Klingt alles vielleicht ein wenig verschwurbelt, spielt sich aber unglaublich flüssig und in einer rasanten Spielzeit. Denn man hat eigentlich nur 4 mögliche Aktionen, von denen man je Durchgang ein bis zwei wählen kann. Einheiten erschaffen, Einheiten bewegen, Anhänger (= „Geld“) gewinnen oder den eigenen Gott entwickeln (pikant: durch opfern der Anhänger…). Der Clou: Wählt man eine Aktion aus, bewegt man ein Standee auf der jeweiligen Leiste vor. Erreicht diese Figur das letzte Feld, kommt es zu einem Ereignis, dass man nach der Aktion abhandelt. Dieses ist dann entweder die Besetzung eines Monuments, das Schaffen einer Karawane (= Abtrennen von Regionen) oder eine Wertungsrunde. Man muss sich also immer gut überlegen, was man wann tut und warum. Denn wenn ich mit meiner ersten Aktion ein Ereignis auslöse, verfällt meine zweite Aktion. Gleichzeitig darf die zweite Aktion, wenn ich sie nutzen kann, nur auf einer Leiste sein, die sich unterhalb der bereits genutzten Leiste befindet. Aber eigentlich will man ja Ereignisse auslösen, damit man selbst davon profitiert. Das sorgt mitunter schon für ordentliches Gehirnfutter, wobei sich die Downtime trotz allem in Grenzen hält. Schick gelöst. Das System gefällt mir wirklich gut!

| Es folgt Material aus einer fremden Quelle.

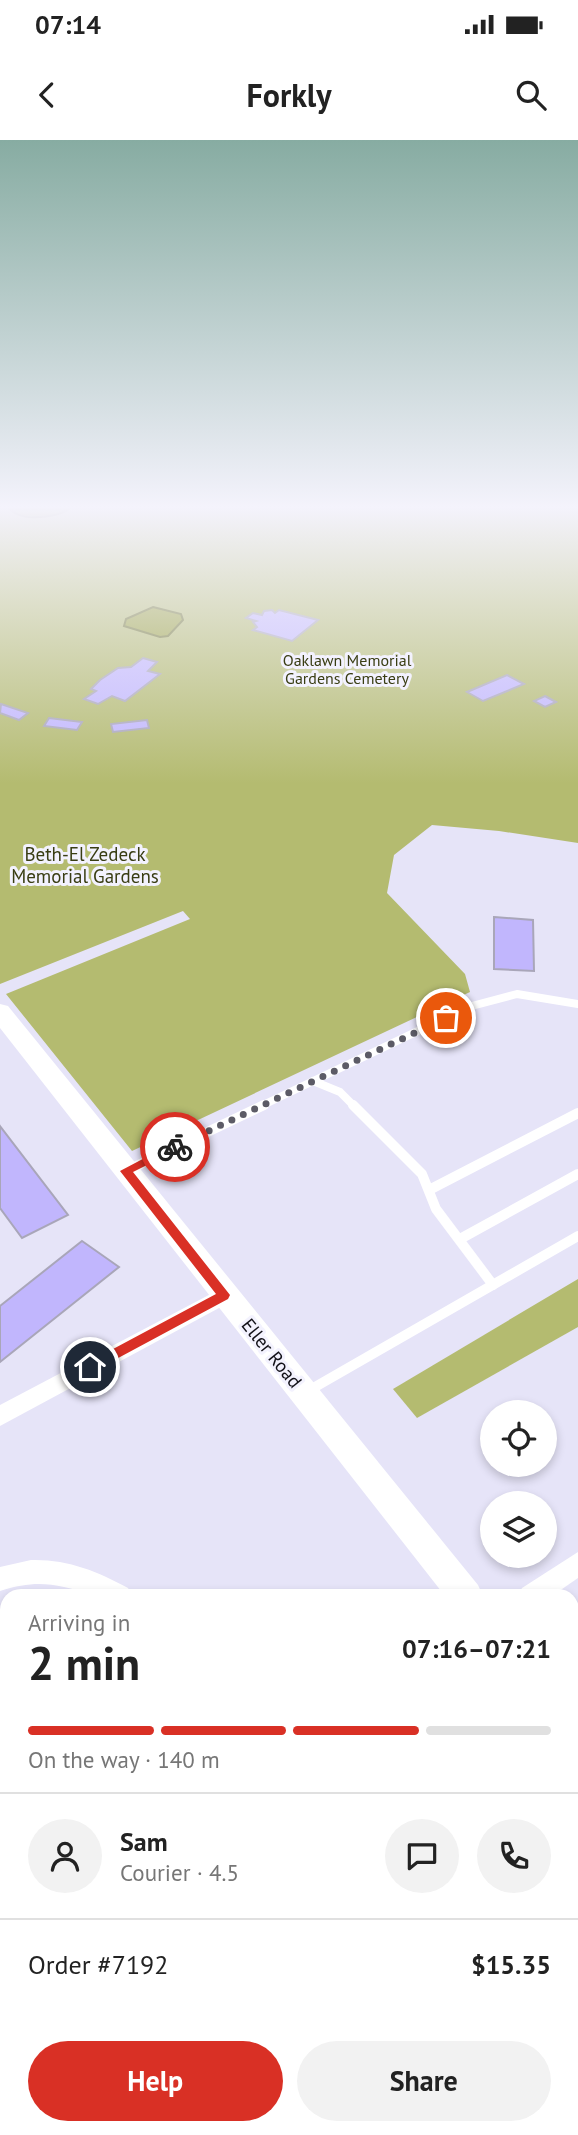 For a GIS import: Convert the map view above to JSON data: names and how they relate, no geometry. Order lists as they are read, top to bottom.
{
  "streets": {
    "street": ["Eller Road"]
  },
  "parks": ["Oaklawn Memorial Gardens Cemetery", "Beth-El Zedeck Memorial Gardens"],
  "page": {
    "status": "07:14",
    "header": "Forkly",
    "heading": ["2 min", "Arriving in", "07:16–07:21"],
    "panel": [
      "Sam",
      "Courier · 4.5",
      "Order #7192",
      "$15.35"
    ],
    "bar": "On the way · 140 m",
    "buttons": ["Help", "Share"]
  }
} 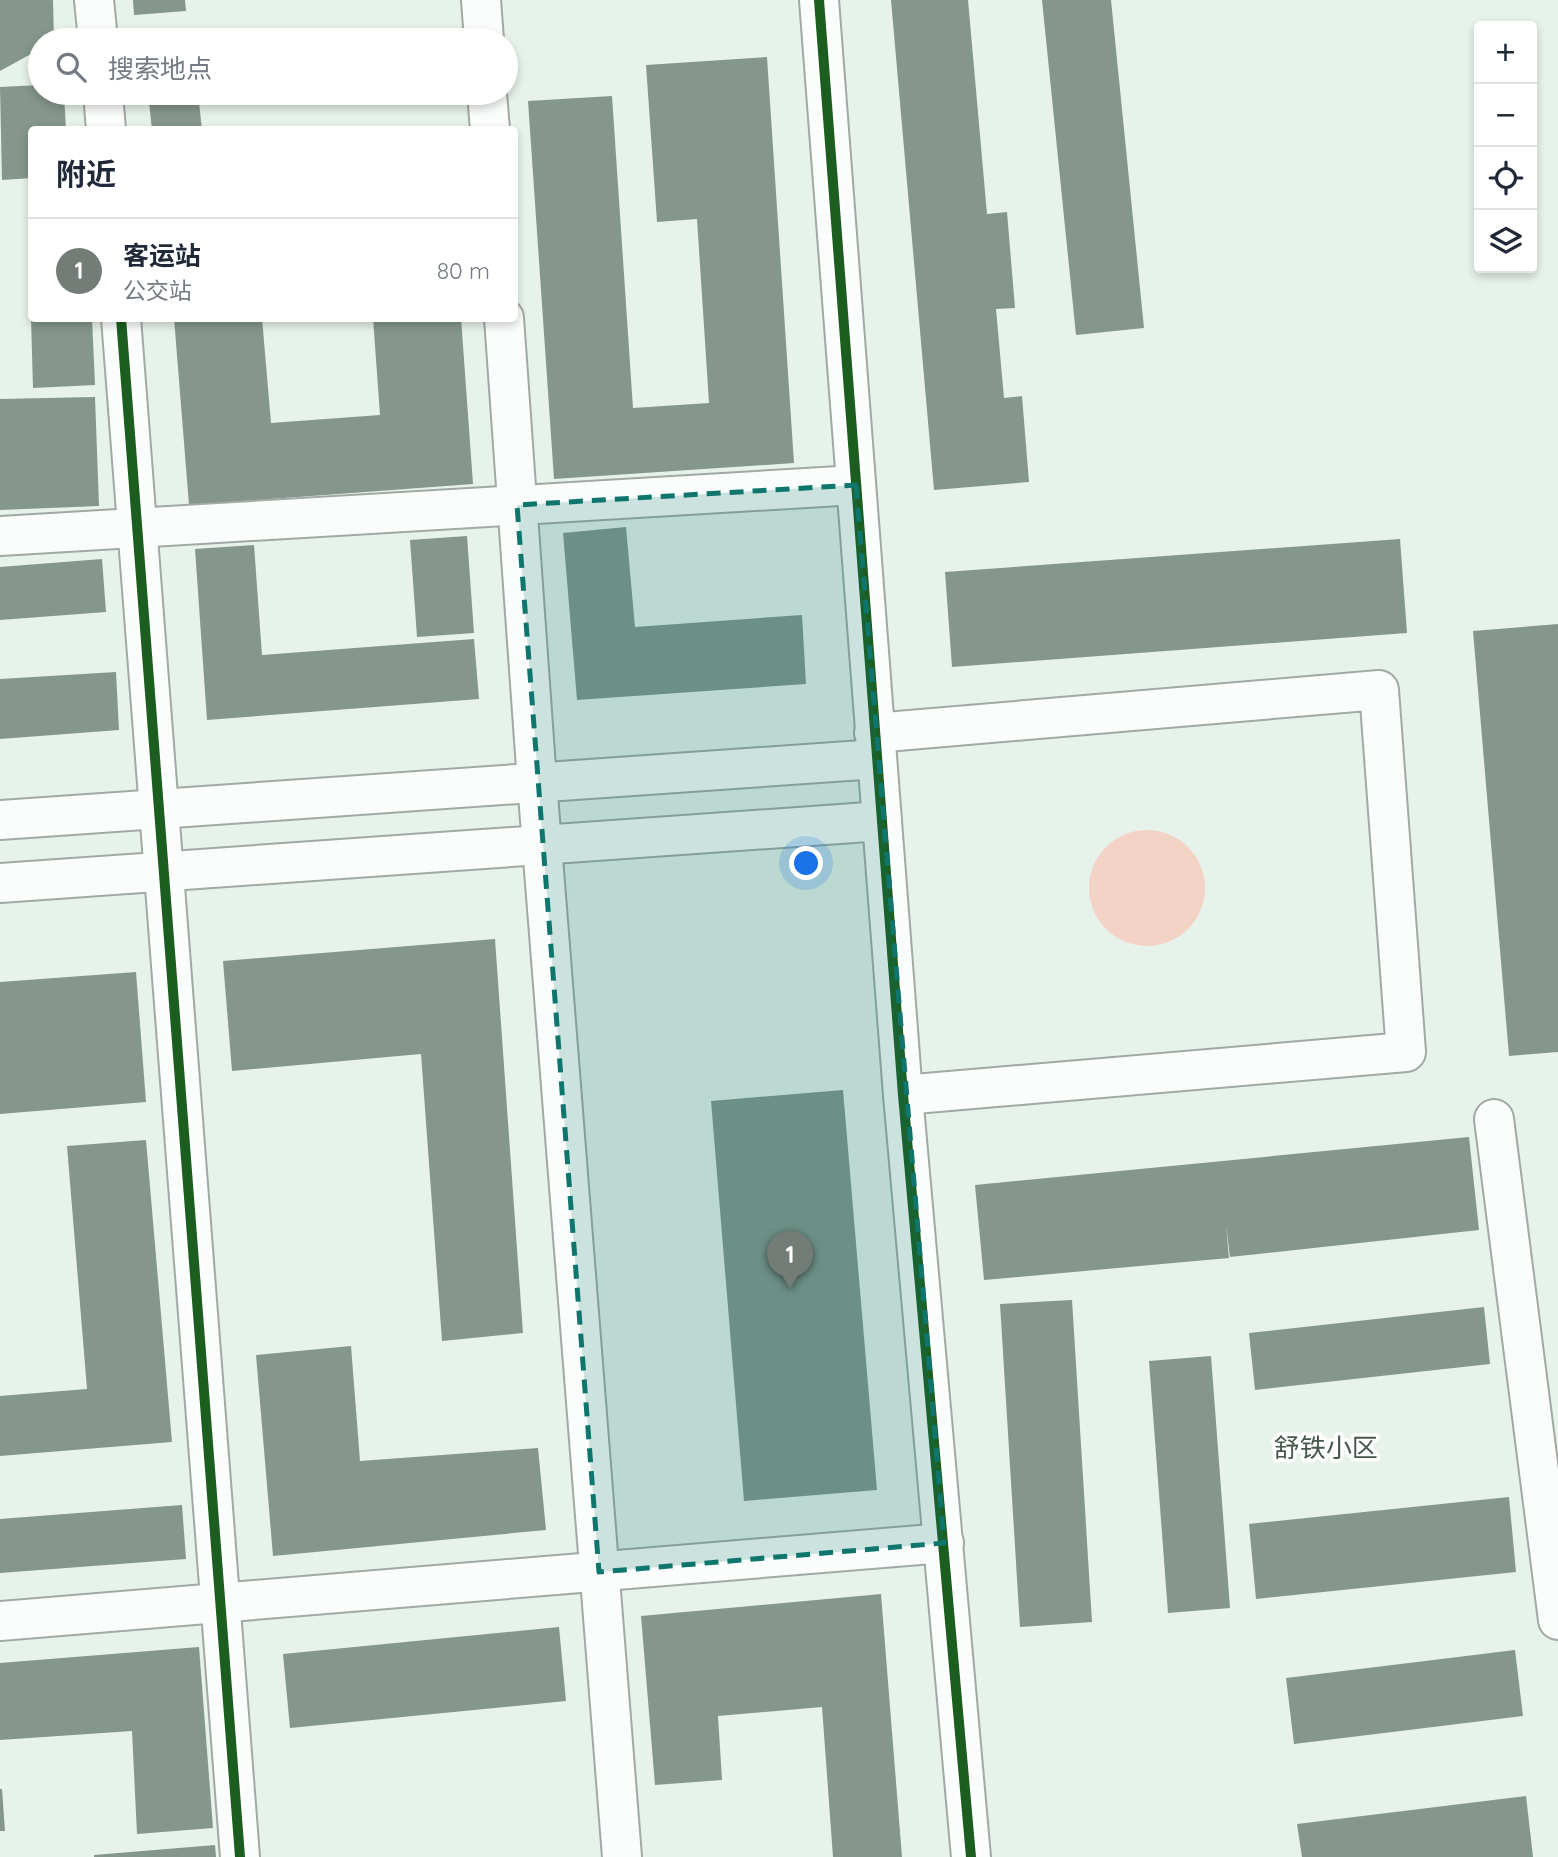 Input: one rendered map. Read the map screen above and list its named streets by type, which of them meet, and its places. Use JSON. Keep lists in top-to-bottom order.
{
  "districts": ["舒铁小区"],
  "page": {
    "map_buttons": ["+", "−"],
    "search": "搜索地点",
    "heading": "附近",
    "list": [
      {
        "mark": "1",
        "name": "客运站",
        "note": "公交站",
        "value": "80 m"
      }
    ],
    "pins": "1"
  }
}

Dieses Ereignis-System führt nämlich auch dazu, dass man sich nicht ständig irgendwelche Monumente wegschnappt oder laufend am Kämpfen ist, sondern alles passiert sehr reguliert und vorhersehbar zu bestimmten Zeitpunkten im Spiel. Das eigentliche Spiel ist somit eher ein sehr taktischer Positionskampf. Gleichzeitig gilt es, die eigene Spezialfähigkeit (jeder Gott hat eine eigene, was für eine gewisse Asynchronität sorgt) und die Fähigkeiten der Wächter (auch hier hat jeder eine eigene) im Blick zu behalten und sich in die für die persönlichen Erfordernisse richtige Richtung zu entwickeln (hier hat jeder die gleichen möglichen Fähigkeiten, die Anzahl der Auswahlmöglichkeiten ist aber limitiert, was zu mehr und mehr Asynchronität führt). Und nur wer sich entwickelt, bekommt überhaupt Zugriff auf die Wächter, von denen es nicht genügend Figuren für alle im Spiel gibt.

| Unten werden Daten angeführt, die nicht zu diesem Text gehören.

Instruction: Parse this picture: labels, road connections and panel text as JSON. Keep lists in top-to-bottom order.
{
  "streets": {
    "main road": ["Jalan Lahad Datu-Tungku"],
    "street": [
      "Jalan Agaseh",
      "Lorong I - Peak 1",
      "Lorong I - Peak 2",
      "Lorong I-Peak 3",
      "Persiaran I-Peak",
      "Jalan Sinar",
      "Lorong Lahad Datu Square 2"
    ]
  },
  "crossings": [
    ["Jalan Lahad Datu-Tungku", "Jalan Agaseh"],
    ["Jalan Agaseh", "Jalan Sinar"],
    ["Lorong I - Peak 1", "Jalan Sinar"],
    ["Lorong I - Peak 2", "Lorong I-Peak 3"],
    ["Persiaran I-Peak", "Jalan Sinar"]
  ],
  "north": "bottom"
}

Ist Ankh nun also echtes Gold oder eher ein Blender? Ich sag es mal so, die Tischpräsenz ist fantastisch, aber natürlich hätten auch Pappstandees den Mechanismen keinen Abbruch getan. Trotzdem wirkt das Ganze durch die wirklich großen Götterfiguren und die coolen Wächter etc. gleich ganz anders, schicker, imposanter. Man könnte es fast mit einem Schachspiel vergleichen. Hier gibt es ja auch die Billigplastikvarianten und die schicken Metall- oder Glasfigurensets (oder Star Wars, Herr der Ringe, was weiß ich). Und ein schickes Schachspiel wirkt einfach von Grund auf anders, als eine Billigvariante. Auch wenn das Spiel das gleiche ist. Hier muss also jeder selbst wissen, ob das Spiel den durch die Produktionsqualität bedingten Mehrkosten gerecht wird.

Aber apropos Schach: Der Vergleich zu Schach passt auch zum Spielgefühlt von Ankh. Alles ist extrem taktisch, planbar, frei von Glückselementen. Toll. Im Spiel zu zweit findet der erwähnte Verschmelzungsmechanismus nicht statt (wie auch?), trotzdem spielt sich Ankh auch zu zweit vom Spielgefühl her sehr ähnlich (wenn auch mit weniger Trash-Talk am Tisch) und fühlt sich wie ein echtes, sehr direktes Duell an. Und das, im Unterschied zu Schach, mit einer sehr tollen, kurzen Spielzeit, die fast immer Raum für eine Revanche lässt. Auch wenn man sie vielleicht nicht immer möchte, da das Taktieren durchaus geistig anspruchsvoll ist. Bei Ankh ist man nämlich immer im Kopf bei der Sache, mittendrin im Geschehen. Das strengt an, bringt aber auch echten Spielspaß mit sich, denn man verstrickt sich hier nie in Regelfragen oder muss an irgendwelche komplizierten Mechaniken denken. Nein. Die Regeln sind einfach, schnell gelernt und fast schon simpel. Das Spiel selbst ist aber eine echte Herausforderung. Hat da jemand Schach gesagt?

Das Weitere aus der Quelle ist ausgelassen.